**Your objective:** Begin at the top of the entries below and write out every line through the one containing "Task: Describe the", excluding pictures.

**Supplied records:**
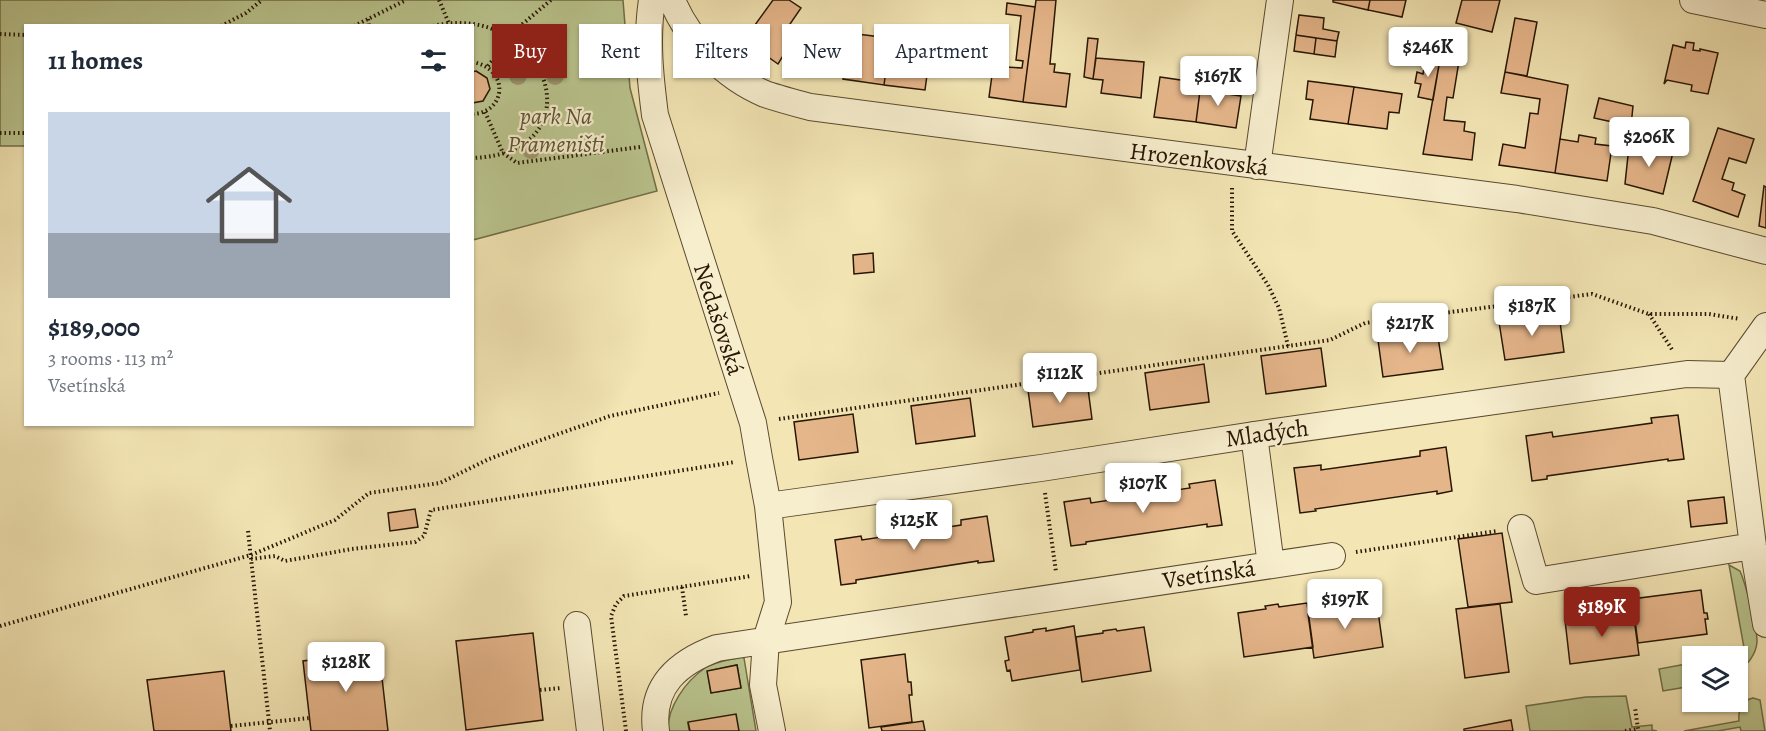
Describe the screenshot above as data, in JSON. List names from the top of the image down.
{
  "streets": {
    "street": [
      "Hrozenkovská",
      "Nedašovská",
      "Mladých",
      "Vsetínská"
    ]
  },
  "crossings": [
    ["Nedašovská", "Mladých"],
    ["Nedašovská", "Vsetínská"]
  ],
  "parks": ["park Na Prameništi"],
  "page": {
    "chip": [
      "Buy",
      "Rent",
      "Filters",
      "New",
      "Apartment"
    ],
    "heading": "11 homes",
    "price": [
      "$246K",
      "$167K",
      "$206K",
      "$187K",
      "$217K",
      "$112K",
      "$107K",
      "$125K",
      "$197K",
      "$189K",
      "$128K"
    ],
    "list": [
      {
        "name": "$189,000",
        "note": "3 rooms · 113 m² · Vsetínská"
      }
    ]
  }
}
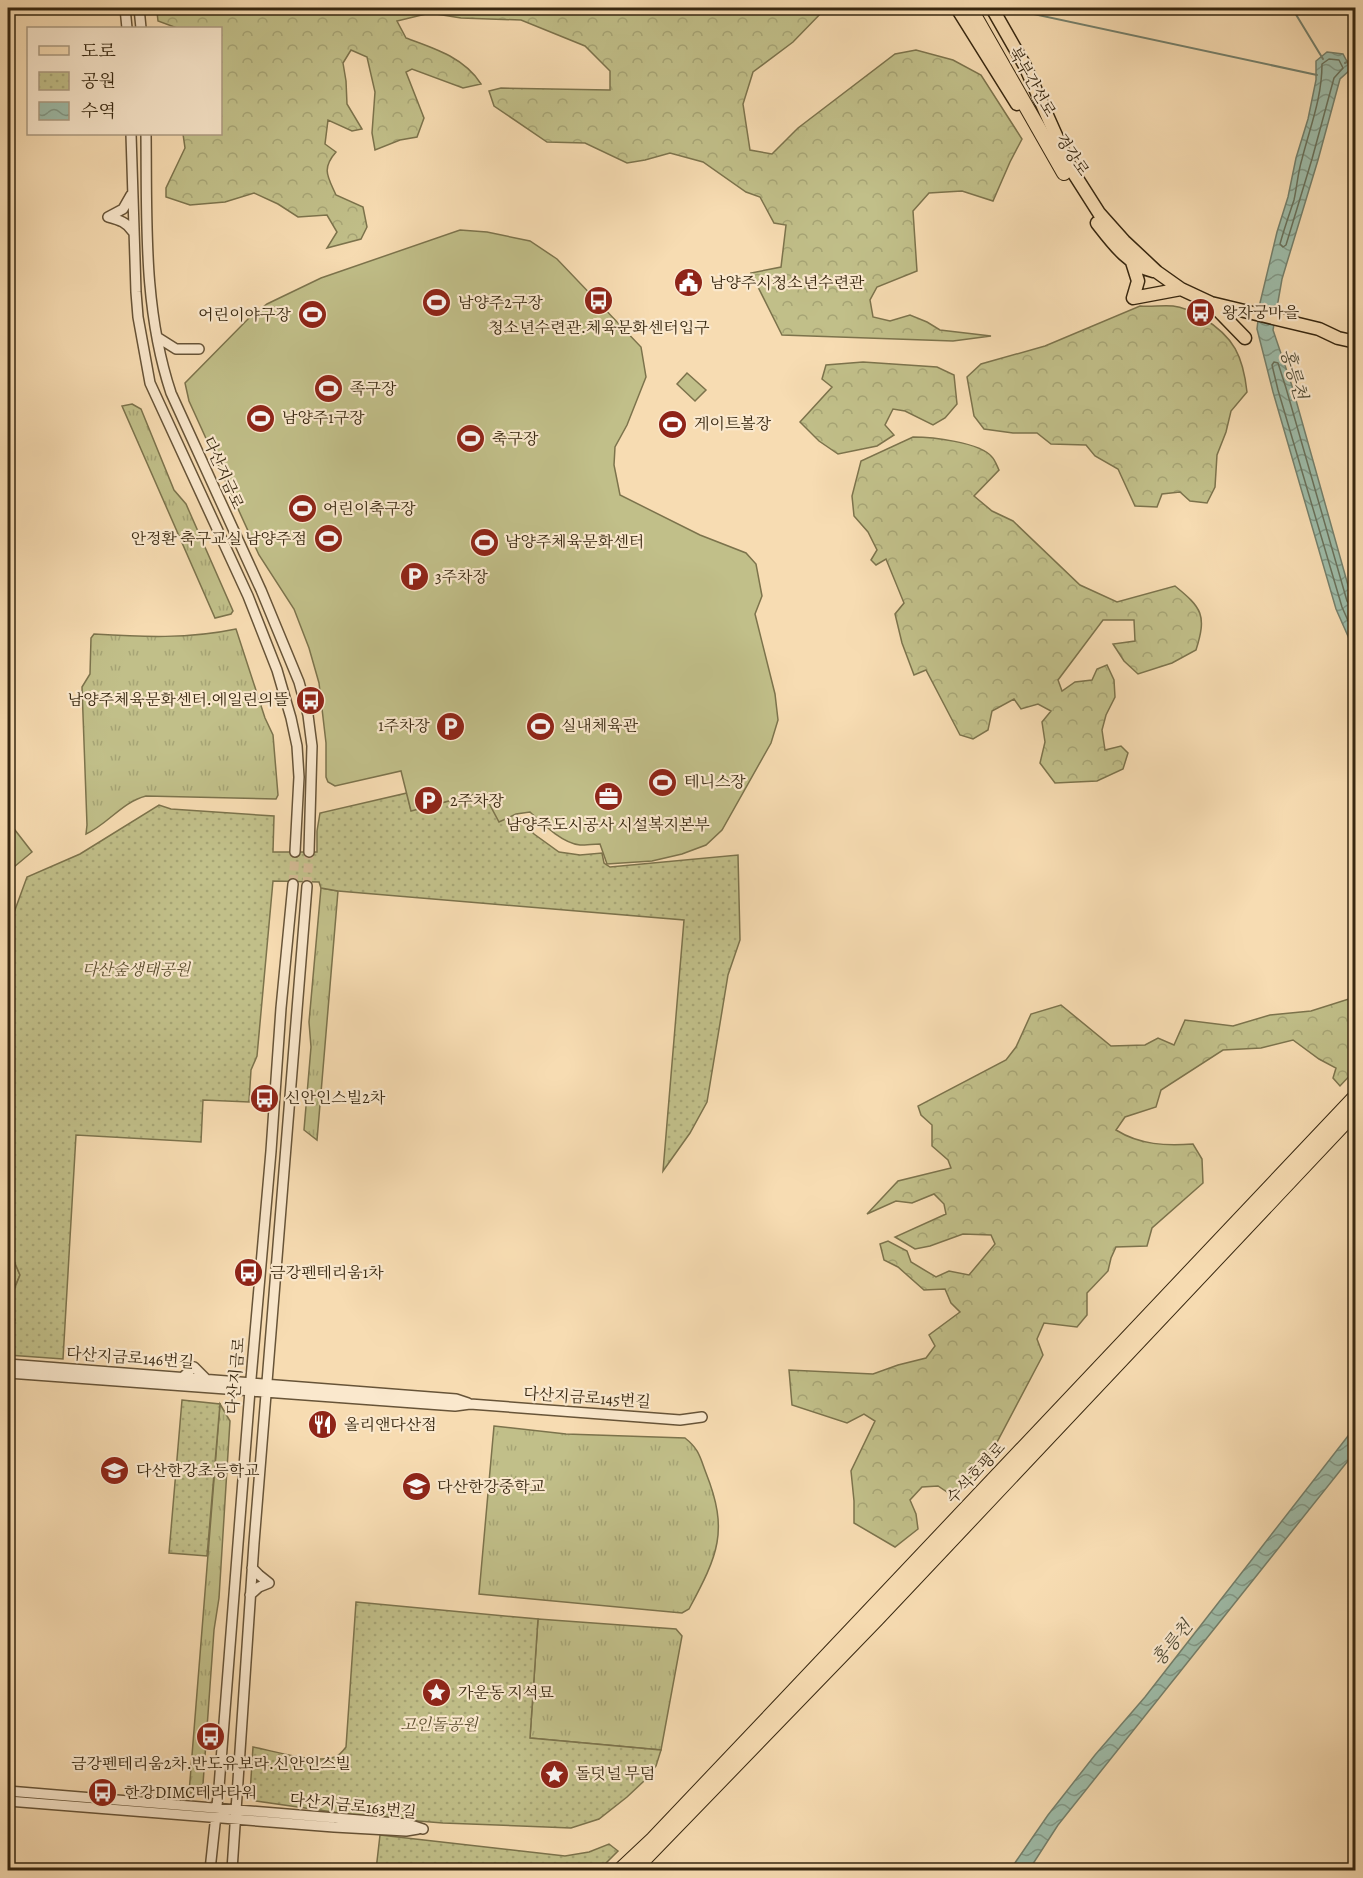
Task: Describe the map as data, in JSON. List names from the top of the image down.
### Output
{
  "streets": {
    "highway": ["북부간선로", "수석호평로"],
    "main road": ["경강로"],
    "street": [
      "다산지금로",
      "다산지금로146번길",
      "다산지금로145번길",
      "다산지금로163번길"
    ]
  },
  "crossings": [
    ["북부간선로", "경강로"],
    ["다산지금로", "다산지금로146번길"],
    ["다산지금로", "다산지금로145번길"],
    ["다산지금로", "다산지금로163번길"],
    ["다산지금로146번길", "다산지금로145번길"]
  ],
  "water": ["홍릉천"],
  "parks": ["다산숲생태공원", "고인돌공원"],
  "places": {
    "public building": ["남양주시청소년수련관"],
    "bus stop": [
      "청소년수련관.체육문화센터입구",
      "왕자궁마을",
      "남양주체육문화센터.에일린의뜰",
      "신안인스빌2차",
      "금강펜테리움1차",
      "금강펜테리움2차.반도유보라.신안인스빌",
      "한강DIMC테라타워"
    ],
    "sports": [
      "남양주2구장",
      "어린이야구장",
      "족구장",
      "남양주1구장",
      "게이트볼장",
      "축구장",
      "어린이축구장",
      "안정환 축구교실 남양주점",
      "남양주체육문화센터",
      "실내체육관",
      "테니스장"
    ],
    "parking": ["3주차장", "1주차장", "2주차장"],
    "office": ["남양주도시공사 시설복지본부"],
    "restaurant": ["올리앤다산점"],
    "school or university": ["다산한강초등학교", "다산한강중학교"],
    "place": ["가운동 지석묘", "돌덧널 무덤"]
  },
  "legend": ["도로", "공원", "수역"]
}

**Reply:**
Describe the screenshot above as data, in JSON. List names from the top of the image down.
{
  "streets": {
    "street": [
      "Hrozenkovská",
      "Nedašovská",
      "Mladých",
      "Vsetínská"
    ]
  },
  "crossings": [
    ["Nedašovská", "Mladých"],
    ["Nedašovská", "Vsetínská"]
  ],
  "parks": ["park Na Prameništi"],
  "page": {
    "chip": [
      "Buy",
      "Rent",
      "Filters",
      "New",
      "Apartment"
    ],
    "heading": "11 homes",
    "price": [
      "$246K",
      "$167K",
      "$206K",
      "$187K",
      "$217K",
      "$112K",
      "$107K",
      "$125K",
      "$197K",
      "$189K",
      "$128K"
    ],
    "list": [
      {
        "name": "$189,000",
        "note": "3 rooms · 113 m² · Vsetínská"
      }
    ]
  }
}
Task: Describe the map as data, in JSON. List names from the top of the image down.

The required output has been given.